As an aside, in this course we try (as much as possible) to use R packages which are part of the [tidyverse](https://www.tidyverse.org/) family of packages.  This is because they are well-supported, consistent, and commonly used in data sciences.  There are (usually) other packages that provide similar functions.



### Importing Data into R

The first step in an econometric project is to import, tidy, and examine your data.  For this project, we will be using data from the 2019 Survey of Financial Security (SFS), provided by Statistics Canada (see the license notes).  This is _real data_ on real Canadians.

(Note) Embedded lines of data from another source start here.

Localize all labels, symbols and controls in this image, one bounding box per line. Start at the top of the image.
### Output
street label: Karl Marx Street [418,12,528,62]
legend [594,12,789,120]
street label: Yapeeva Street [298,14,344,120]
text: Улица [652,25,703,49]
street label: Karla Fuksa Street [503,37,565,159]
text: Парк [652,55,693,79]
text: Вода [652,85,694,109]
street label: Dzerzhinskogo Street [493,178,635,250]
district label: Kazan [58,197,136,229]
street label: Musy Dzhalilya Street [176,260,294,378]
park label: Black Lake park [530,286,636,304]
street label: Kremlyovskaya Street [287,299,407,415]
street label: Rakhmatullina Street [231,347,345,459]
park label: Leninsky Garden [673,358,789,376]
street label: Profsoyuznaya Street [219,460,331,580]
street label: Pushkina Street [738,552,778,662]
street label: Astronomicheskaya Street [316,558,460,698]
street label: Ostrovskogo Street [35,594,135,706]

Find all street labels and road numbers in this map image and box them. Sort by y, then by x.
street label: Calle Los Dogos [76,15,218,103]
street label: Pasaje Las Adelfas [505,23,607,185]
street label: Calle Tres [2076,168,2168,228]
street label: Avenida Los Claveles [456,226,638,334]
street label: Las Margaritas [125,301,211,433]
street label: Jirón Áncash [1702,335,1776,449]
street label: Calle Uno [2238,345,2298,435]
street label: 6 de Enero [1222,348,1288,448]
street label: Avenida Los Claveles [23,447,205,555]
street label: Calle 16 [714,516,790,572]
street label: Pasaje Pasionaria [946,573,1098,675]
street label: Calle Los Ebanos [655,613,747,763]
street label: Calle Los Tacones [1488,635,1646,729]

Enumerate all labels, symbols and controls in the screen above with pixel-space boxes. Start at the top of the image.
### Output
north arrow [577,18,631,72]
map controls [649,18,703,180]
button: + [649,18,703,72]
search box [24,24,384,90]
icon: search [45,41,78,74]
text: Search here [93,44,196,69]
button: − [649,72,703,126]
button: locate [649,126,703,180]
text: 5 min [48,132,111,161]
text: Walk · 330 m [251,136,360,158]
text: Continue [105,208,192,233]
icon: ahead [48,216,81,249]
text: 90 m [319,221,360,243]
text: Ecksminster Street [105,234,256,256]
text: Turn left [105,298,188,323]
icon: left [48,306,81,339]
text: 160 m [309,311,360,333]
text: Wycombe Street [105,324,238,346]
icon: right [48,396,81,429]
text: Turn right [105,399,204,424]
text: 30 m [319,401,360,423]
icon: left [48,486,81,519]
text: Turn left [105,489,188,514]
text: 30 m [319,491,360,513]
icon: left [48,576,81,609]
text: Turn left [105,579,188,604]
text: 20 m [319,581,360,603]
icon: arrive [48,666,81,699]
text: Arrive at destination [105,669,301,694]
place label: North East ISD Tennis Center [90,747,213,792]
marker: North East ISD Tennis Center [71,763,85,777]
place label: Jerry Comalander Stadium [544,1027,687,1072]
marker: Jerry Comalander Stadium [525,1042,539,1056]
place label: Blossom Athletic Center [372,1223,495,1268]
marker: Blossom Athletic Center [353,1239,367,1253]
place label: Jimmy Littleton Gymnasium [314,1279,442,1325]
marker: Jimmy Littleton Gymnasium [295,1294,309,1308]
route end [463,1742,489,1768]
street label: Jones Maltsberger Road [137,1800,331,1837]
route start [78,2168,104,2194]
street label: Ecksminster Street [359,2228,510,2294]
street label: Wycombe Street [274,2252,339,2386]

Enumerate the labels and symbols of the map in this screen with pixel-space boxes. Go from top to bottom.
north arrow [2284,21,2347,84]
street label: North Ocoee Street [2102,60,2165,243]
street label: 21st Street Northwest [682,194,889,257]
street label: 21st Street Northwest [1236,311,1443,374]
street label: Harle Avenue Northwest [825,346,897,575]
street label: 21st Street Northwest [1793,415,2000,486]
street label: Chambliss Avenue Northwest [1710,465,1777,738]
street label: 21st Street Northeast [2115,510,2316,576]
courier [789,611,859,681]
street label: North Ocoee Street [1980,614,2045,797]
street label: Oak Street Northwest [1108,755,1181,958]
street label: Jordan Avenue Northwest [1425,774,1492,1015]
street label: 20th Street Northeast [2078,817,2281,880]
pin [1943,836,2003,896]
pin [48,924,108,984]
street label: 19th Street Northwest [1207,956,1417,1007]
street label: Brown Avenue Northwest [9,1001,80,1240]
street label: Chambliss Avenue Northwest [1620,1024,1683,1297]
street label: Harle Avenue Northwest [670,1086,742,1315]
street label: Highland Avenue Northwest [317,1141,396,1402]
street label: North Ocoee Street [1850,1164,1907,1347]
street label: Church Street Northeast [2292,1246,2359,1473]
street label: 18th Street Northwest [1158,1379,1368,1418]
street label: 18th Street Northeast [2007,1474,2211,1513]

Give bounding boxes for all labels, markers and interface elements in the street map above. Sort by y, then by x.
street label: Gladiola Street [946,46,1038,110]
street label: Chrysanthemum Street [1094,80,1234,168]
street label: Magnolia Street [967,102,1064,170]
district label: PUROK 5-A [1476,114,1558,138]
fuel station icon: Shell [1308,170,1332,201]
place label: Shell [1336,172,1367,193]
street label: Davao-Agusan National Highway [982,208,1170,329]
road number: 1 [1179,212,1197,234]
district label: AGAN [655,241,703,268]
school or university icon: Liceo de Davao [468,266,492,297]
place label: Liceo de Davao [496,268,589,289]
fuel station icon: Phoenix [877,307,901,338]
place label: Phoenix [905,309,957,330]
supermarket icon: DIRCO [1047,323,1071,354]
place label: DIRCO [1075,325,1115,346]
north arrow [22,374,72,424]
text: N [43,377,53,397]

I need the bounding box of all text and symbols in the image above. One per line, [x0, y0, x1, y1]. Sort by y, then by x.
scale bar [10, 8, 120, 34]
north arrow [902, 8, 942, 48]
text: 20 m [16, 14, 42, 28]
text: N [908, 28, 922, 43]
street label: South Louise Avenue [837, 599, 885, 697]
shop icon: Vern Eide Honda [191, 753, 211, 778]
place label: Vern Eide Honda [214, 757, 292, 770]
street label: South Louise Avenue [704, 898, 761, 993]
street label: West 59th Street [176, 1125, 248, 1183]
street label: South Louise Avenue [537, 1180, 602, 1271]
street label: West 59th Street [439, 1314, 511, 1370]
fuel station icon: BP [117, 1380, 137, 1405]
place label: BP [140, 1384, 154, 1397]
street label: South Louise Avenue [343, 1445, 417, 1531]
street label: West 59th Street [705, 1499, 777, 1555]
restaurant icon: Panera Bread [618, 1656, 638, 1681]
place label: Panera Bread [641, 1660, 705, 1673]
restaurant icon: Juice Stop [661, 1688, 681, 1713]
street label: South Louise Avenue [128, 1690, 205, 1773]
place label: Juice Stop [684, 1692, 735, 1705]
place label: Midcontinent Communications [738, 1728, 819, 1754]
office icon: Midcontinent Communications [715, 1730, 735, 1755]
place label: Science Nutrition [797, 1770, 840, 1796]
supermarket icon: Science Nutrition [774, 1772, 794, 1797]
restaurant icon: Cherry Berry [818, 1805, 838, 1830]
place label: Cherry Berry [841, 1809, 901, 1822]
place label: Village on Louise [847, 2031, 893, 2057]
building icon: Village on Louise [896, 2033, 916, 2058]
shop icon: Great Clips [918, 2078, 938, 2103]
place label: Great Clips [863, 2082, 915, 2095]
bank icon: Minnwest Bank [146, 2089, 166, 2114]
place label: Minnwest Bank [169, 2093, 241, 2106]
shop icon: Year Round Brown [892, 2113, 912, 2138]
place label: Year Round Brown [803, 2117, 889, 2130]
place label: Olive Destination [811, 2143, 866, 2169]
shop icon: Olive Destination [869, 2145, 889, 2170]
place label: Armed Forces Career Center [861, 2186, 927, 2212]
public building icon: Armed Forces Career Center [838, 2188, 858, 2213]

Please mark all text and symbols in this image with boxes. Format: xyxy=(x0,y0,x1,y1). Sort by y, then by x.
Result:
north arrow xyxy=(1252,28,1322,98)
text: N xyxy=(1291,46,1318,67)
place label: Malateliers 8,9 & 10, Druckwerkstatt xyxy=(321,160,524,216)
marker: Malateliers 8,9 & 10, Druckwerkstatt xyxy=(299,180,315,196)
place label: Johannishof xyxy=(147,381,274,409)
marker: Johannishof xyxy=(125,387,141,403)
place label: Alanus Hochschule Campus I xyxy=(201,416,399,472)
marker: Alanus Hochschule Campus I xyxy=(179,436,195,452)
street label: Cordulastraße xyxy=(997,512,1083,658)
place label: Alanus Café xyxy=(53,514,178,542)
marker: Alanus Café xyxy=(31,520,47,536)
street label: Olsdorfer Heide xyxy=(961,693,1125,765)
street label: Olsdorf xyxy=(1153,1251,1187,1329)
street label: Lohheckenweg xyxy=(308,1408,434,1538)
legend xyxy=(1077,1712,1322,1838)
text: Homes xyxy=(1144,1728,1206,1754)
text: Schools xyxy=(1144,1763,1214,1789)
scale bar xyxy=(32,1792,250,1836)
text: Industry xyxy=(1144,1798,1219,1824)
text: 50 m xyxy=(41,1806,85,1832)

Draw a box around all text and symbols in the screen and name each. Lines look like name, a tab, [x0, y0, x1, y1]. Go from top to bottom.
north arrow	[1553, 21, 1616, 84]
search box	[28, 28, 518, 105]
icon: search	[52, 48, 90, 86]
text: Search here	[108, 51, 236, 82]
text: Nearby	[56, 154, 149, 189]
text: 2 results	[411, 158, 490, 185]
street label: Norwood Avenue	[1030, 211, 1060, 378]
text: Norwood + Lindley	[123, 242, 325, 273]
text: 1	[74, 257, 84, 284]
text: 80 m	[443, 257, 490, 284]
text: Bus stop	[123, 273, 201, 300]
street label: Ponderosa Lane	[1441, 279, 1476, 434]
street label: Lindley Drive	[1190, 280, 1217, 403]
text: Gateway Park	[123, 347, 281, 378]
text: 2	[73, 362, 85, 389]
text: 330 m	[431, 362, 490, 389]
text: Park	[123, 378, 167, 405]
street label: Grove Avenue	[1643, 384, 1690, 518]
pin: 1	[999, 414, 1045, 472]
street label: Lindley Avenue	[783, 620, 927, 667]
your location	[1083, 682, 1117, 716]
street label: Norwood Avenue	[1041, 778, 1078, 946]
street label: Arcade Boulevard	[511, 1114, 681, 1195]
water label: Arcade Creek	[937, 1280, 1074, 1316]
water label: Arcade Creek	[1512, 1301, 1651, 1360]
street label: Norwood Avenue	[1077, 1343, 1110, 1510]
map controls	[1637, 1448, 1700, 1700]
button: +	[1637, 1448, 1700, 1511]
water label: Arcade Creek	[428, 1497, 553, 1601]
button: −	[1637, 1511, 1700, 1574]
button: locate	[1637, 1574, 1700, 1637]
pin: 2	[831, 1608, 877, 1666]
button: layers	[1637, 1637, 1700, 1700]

In this course, we will always work with data that is **tidy**.  This is a data-science term that refers to data with a particular format or shape.  Specifically, tidy data is rectangular data in which:
* Each row represents one observation
* Each column represents a single variable

You can imagine this as a spreadsheet in a program like Excel.  This is the way most statistical programs like to recieve data - but it _isn't_ a property of the data itself.  It is only a representation; there can be other kinds of representations.  For example, a panel dataset might have each row as a unit (e.g. country) and each column might represent a variable in a year (e.g. unemployment in 2016, unemployment in 2017, etc.).  Often, when we work with real-world data we have to reshape it in order for it to be usable - but in this course, we won't worry about that.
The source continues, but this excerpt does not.